Correlating polyethylene microstructure to stress cracking; correlations to post yield tensile tests

Abstract

From experimental size exclusion chromatography/infrared detection and differential scanning calorimetry data coupled with random walk statistics, the primary structure parameter (PSP3*) and the average number of crystals per chain (ANCC) were estimated and used to correlate microstructure effects of various high density polyethylenes to their measured natural draw ratio (NDR) and strain hardening modulus (SHM). Results suggest that while both the NDR and SHM reflect the extent of connectivity between crystalline lamella, the SHM reflects the strength of those bridging entanglements and tie molecules. Based on this view and supporting stress strain curves, different but related mechanisms for SHM were suggested for homopolymers versus copolymers. Moreover, a delineation between the effects of branch type was suggested.

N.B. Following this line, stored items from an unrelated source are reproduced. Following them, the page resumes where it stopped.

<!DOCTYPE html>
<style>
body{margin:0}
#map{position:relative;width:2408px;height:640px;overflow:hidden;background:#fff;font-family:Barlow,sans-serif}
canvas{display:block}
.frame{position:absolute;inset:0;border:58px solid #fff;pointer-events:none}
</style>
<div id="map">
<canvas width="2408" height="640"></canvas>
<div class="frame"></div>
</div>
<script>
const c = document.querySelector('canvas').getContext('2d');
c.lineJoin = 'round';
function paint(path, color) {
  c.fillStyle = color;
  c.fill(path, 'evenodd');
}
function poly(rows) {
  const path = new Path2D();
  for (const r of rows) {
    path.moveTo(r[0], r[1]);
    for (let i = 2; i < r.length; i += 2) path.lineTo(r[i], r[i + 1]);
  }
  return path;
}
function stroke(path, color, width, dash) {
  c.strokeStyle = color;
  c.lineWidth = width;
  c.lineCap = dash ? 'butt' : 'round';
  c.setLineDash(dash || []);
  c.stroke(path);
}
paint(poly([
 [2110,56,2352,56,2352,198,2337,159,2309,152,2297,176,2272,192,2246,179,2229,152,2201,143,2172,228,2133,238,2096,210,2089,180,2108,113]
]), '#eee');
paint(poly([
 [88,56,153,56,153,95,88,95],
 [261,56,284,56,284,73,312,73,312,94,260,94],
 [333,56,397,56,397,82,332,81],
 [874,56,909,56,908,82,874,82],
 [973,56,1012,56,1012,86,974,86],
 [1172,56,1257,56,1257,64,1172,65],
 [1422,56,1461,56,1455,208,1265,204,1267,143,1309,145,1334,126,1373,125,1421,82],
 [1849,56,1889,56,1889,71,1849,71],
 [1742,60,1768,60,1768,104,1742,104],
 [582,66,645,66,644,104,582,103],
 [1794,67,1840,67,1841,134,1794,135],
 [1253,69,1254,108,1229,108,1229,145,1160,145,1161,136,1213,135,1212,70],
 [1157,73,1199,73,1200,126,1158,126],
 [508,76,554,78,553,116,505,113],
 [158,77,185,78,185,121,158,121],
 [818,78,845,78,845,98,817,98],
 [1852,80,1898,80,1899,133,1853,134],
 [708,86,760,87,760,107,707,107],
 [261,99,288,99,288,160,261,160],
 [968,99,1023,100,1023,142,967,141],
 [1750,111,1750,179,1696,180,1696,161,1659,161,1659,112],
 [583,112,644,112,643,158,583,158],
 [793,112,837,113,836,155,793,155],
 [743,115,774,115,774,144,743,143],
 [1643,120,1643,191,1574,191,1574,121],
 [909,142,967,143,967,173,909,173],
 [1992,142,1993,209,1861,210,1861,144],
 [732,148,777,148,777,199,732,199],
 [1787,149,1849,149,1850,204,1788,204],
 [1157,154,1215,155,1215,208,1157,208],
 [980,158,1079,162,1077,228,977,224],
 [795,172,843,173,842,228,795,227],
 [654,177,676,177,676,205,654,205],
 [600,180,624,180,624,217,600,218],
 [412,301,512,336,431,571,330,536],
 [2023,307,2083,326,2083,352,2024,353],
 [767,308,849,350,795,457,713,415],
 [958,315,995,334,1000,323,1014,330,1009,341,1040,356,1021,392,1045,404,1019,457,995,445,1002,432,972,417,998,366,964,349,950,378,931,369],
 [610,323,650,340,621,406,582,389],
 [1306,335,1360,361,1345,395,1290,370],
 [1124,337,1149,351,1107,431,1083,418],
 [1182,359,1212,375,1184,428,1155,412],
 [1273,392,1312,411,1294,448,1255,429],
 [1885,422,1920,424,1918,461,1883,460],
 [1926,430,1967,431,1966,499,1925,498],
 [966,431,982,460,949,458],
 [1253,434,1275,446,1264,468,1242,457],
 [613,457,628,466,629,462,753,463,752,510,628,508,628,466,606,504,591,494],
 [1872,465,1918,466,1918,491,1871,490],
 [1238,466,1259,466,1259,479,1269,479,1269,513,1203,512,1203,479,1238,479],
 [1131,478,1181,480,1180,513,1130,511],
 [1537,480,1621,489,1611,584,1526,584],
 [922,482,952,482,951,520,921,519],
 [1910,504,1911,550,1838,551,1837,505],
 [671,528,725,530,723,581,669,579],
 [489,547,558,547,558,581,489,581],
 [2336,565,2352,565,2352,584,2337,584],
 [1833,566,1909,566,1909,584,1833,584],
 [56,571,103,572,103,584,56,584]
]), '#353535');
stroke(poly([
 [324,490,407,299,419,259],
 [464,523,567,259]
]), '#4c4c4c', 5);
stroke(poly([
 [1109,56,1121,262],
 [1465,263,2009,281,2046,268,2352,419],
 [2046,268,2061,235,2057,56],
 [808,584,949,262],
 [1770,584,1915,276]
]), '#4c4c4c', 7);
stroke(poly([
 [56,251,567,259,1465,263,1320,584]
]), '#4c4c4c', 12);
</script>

A “crystal tie mesh (CTM)” model that views the system to be a type of network formed by “crosslinking” multiple bridging and entangled tie chains through common crystalline lamella was proposed. In this semi-empirical model, rather than a rigorous development, basic scaling arguments using the PSP3* and ANCC parameters along with branch length factors (fB) were used. A linear correlation (R2 = 0.9615) was found between the SHM and the structural relationship, fB (PSP3*3/ANCC), for samples used in this study which included monomodal and bimodal resins made using various catalyst types.